Organised Crime in European Businesses
Ernesto Savona, Michele Riccardi and Giulia Berlusconi (eds.)
London: Routledge, 2016
Subject, Methods, Database:
This edited volume seeks to illuminate the diverse nature and extent of the influence organized criminals exert on legitimate businesses in Italy, Finland, France, the Netherlands, Slovenia, Spain, Sweden, and the United Kingdom.
The book is based on two research projects that were coordinated by the Transcrime institute and funded by the European Union. One project, Organised Crime Portfolio (OCP), investigated the generation, investment and confiscation of illicit proceeds and was carried out in 2012 and 2013. The other project, Assessing the Risk of the Infiltration of Organised Crime in EU Member States' Legitimate Economies (ARIEL), was concluded in 2015 and aimed at identifying the vulnerabilities of legitimate businesses to infiltration by organized crime groups.

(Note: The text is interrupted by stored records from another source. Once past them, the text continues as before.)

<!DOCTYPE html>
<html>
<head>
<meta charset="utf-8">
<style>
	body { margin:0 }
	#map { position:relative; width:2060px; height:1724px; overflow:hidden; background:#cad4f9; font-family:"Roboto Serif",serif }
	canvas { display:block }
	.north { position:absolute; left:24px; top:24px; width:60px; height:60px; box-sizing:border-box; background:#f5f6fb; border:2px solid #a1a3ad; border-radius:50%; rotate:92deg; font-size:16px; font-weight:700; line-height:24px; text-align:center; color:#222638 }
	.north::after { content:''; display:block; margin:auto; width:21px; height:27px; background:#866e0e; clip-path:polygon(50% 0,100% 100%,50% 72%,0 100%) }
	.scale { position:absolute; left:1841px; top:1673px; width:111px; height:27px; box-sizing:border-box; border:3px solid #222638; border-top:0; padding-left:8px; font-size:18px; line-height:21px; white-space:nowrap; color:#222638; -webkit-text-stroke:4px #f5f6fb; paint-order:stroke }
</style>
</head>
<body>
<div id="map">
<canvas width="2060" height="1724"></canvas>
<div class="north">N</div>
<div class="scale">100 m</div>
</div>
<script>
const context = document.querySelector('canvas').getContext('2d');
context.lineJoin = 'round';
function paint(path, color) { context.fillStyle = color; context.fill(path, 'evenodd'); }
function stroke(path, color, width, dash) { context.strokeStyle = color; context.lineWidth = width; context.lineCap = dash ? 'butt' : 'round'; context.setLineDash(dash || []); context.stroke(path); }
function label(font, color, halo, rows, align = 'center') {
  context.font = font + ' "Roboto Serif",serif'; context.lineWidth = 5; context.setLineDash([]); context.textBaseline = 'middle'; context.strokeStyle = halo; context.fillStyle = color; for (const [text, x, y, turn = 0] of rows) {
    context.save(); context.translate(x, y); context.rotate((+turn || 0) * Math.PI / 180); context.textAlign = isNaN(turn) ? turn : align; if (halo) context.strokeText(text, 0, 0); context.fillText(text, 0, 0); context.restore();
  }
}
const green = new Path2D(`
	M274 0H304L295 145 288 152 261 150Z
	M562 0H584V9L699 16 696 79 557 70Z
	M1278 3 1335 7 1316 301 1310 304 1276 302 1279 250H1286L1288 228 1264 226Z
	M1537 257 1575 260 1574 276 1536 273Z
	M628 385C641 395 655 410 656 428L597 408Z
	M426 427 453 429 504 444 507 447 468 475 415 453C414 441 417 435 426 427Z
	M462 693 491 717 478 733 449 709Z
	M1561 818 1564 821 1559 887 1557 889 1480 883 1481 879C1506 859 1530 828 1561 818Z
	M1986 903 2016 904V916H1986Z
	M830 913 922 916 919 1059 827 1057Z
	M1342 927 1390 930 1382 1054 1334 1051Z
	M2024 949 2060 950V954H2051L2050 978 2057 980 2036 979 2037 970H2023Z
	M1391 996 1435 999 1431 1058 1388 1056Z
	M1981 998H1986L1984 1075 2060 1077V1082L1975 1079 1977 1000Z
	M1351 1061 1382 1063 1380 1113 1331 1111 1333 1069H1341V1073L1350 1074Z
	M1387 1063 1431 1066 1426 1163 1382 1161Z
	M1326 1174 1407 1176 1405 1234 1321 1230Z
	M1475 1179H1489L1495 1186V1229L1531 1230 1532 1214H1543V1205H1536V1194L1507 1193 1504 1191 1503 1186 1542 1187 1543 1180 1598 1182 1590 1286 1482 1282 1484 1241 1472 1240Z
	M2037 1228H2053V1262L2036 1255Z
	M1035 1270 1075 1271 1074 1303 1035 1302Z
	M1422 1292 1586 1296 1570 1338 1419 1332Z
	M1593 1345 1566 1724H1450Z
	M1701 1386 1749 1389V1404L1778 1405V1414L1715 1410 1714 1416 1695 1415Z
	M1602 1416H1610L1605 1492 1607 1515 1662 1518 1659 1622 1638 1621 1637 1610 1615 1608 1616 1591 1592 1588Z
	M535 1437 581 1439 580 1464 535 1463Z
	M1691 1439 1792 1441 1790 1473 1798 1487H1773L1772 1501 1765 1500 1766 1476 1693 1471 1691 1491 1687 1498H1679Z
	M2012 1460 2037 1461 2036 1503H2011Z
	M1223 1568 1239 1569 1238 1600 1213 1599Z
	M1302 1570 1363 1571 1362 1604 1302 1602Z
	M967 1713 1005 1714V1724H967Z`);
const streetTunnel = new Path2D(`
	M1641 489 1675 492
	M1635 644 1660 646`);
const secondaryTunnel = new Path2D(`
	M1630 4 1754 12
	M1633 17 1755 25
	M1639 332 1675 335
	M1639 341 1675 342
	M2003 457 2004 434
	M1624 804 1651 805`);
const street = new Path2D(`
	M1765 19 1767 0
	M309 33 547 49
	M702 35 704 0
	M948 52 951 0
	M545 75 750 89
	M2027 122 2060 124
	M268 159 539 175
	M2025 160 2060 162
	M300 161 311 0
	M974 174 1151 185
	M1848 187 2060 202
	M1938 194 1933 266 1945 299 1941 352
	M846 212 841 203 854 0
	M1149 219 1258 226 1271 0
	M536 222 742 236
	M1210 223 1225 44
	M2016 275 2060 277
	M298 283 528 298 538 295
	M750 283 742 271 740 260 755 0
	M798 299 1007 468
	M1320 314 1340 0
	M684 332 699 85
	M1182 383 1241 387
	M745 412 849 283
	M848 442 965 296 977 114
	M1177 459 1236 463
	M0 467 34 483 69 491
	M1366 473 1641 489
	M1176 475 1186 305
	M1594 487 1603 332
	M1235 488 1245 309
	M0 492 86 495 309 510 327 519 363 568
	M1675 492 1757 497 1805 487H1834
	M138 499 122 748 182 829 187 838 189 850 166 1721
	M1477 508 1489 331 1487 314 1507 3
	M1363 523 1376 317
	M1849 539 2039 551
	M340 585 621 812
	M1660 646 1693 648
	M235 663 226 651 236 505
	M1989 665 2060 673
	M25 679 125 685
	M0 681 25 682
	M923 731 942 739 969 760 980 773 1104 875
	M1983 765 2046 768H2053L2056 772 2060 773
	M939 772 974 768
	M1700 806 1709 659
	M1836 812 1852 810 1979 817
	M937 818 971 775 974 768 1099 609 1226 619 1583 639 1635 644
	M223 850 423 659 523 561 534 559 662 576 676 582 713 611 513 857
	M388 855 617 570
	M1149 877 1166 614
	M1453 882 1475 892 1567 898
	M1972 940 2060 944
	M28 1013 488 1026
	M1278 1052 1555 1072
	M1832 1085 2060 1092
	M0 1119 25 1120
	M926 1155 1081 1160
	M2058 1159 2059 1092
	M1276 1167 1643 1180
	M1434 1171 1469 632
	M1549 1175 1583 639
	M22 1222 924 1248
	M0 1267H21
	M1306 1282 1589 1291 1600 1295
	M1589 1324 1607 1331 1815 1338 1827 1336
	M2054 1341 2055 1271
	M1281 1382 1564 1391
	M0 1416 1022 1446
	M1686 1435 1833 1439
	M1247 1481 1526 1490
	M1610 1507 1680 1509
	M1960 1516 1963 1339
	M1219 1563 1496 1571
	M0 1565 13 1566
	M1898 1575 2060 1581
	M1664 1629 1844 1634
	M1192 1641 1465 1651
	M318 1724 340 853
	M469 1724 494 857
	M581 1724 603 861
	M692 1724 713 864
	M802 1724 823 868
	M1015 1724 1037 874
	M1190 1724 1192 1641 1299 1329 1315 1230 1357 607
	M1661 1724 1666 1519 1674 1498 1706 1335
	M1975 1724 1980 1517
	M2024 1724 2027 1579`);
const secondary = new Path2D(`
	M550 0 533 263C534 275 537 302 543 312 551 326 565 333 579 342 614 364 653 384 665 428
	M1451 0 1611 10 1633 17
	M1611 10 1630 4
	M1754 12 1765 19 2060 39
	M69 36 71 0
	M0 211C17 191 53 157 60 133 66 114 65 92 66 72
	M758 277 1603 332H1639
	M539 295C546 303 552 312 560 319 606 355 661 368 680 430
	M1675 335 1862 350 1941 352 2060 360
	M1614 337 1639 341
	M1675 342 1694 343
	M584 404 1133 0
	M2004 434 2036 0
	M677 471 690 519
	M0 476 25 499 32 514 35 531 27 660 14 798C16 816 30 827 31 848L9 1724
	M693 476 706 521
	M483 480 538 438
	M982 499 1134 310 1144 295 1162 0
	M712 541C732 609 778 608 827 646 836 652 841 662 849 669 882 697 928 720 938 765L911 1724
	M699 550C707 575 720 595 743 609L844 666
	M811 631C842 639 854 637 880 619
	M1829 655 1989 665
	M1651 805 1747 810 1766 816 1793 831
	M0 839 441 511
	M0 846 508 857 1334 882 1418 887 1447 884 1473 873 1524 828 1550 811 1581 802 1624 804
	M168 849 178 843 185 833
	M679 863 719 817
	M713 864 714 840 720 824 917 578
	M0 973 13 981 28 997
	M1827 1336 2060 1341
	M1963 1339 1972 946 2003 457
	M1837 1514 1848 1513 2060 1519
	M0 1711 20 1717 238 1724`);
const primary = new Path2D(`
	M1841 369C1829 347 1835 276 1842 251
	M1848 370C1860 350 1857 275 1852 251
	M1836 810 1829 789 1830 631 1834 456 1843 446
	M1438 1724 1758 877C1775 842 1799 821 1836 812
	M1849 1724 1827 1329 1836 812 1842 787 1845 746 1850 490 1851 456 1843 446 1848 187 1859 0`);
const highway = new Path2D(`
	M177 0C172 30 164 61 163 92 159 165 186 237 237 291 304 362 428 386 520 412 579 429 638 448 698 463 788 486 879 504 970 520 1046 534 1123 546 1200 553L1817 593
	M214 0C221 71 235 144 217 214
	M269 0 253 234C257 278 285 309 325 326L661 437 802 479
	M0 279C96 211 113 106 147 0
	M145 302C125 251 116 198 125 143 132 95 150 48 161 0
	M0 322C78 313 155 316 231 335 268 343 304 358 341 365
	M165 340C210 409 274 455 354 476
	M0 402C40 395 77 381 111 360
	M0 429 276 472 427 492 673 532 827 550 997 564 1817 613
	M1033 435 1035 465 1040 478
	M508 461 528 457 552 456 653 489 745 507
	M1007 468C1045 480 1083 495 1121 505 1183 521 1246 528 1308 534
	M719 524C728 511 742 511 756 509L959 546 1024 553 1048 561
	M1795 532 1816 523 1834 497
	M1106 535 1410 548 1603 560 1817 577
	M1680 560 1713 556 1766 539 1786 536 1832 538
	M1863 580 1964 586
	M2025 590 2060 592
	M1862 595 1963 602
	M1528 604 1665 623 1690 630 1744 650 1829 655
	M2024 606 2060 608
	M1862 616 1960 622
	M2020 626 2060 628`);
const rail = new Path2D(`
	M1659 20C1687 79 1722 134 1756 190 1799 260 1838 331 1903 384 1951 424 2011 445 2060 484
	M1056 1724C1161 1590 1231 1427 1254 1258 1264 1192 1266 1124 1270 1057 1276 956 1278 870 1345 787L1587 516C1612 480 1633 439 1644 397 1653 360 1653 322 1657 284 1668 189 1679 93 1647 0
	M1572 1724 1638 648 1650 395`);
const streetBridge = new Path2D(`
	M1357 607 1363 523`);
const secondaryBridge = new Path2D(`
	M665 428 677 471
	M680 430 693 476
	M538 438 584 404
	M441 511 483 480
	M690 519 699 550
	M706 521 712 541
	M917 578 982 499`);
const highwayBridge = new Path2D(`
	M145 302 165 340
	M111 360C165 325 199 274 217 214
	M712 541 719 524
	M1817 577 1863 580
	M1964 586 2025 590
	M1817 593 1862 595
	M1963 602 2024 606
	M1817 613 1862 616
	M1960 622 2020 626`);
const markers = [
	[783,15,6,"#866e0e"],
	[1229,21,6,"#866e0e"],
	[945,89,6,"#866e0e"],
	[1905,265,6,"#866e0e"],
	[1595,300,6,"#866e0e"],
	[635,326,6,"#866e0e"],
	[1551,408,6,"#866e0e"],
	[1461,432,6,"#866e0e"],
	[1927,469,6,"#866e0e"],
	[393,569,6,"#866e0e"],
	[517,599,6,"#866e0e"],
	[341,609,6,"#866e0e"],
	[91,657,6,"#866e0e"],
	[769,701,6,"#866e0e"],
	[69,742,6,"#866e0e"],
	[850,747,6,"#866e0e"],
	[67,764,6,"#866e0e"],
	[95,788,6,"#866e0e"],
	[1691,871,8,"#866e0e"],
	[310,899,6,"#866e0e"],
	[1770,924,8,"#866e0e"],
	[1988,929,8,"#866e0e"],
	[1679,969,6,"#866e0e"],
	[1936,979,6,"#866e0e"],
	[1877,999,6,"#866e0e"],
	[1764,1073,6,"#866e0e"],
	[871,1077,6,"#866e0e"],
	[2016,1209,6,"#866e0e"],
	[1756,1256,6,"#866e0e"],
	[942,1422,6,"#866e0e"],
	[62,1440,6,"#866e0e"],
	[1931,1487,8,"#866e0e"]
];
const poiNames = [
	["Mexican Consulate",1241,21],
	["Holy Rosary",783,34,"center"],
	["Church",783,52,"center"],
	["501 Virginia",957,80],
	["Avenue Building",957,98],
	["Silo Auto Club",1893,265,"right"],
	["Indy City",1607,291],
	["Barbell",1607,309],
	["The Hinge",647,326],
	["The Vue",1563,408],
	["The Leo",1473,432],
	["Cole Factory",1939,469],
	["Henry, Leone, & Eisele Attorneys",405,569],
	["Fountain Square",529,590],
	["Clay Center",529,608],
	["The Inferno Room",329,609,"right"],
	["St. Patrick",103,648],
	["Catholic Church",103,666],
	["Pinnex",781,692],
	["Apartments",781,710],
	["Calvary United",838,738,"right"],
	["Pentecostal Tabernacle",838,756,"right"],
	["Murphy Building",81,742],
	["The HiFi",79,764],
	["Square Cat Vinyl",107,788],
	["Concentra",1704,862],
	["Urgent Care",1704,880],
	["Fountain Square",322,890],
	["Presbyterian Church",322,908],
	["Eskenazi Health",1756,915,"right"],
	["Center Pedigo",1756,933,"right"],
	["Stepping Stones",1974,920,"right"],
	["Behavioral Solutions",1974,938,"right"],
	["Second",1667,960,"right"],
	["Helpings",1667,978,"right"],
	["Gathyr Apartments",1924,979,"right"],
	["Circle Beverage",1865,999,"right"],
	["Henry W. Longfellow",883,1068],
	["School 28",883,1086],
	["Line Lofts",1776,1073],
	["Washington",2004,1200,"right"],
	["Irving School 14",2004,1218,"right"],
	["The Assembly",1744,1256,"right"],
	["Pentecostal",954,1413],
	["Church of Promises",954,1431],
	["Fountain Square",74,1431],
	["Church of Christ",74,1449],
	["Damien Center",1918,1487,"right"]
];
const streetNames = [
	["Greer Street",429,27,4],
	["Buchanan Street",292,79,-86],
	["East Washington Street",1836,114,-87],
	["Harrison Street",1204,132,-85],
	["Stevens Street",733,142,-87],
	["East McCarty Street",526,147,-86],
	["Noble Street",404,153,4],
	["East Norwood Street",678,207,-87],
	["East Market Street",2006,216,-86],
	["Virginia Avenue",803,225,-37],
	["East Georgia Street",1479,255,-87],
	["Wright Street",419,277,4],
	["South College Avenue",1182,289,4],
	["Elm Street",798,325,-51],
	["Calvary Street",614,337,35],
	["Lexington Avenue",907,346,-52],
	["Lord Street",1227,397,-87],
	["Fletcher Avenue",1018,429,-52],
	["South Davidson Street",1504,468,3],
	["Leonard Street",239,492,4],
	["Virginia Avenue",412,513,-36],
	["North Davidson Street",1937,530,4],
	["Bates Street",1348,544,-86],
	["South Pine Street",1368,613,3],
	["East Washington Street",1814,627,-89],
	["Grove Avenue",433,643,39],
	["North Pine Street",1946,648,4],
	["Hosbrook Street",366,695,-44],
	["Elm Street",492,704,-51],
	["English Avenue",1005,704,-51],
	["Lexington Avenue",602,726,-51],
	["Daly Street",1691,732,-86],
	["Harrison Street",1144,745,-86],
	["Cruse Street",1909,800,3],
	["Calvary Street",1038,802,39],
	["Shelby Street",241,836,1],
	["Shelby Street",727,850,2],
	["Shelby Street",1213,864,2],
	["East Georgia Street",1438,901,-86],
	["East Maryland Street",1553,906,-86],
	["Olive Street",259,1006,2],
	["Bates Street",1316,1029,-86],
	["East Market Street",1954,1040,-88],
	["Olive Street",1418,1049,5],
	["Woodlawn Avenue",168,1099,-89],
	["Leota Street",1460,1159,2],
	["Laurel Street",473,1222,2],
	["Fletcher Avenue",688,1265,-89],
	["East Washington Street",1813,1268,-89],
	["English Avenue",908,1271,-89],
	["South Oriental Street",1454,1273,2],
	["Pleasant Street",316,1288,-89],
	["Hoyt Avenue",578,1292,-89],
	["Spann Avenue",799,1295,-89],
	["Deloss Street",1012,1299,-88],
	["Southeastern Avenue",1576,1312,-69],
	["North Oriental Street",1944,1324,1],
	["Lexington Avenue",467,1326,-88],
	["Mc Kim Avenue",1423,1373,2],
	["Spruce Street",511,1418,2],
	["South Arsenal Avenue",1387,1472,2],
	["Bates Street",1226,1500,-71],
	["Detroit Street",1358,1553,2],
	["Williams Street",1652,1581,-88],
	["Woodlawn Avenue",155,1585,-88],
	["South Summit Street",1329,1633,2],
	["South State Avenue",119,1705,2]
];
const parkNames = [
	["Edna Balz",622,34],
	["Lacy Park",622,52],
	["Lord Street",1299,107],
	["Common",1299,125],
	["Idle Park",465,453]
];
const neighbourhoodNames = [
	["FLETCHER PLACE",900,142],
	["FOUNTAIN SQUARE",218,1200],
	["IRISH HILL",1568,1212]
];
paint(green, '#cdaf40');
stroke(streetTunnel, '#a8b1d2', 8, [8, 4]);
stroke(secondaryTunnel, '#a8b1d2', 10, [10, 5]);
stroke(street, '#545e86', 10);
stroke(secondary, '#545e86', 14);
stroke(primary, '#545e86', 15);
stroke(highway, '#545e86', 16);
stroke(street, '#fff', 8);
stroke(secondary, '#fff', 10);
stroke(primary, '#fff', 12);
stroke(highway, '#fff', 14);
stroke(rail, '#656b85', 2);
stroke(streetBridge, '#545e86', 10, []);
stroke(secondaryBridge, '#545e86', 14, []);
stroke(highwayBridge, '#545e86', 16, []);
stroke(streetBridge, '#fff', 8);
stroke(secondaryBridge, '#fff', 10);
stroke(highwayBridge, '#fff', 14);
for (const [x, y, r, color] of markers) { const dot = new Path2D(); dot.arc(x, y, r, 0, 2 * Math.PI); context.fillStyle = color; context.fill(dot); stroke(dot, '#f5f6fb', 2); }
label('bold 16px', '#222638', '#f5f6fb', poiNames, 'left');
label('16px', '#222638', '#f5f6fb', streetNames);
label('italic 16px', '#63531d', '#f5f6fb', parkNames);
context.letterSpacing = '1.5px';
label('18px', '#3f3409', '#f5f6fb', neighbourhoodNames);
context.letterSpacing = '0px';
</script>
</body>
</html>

The volume contains an introduction and a conclusion, both written by Transcrime director Ernesto Savona, and twelve separate chapters written by a total of 24 authors. The book is organized in five sections, one introductory section that addresses conceptual and methodological issues, three sections with country-specific chapters on the use of legitimate businesses in furtherance of particular criminal practices (trafficking, fraud, and criminal control over territories and markets), and finally a section that discusses research and policy implications.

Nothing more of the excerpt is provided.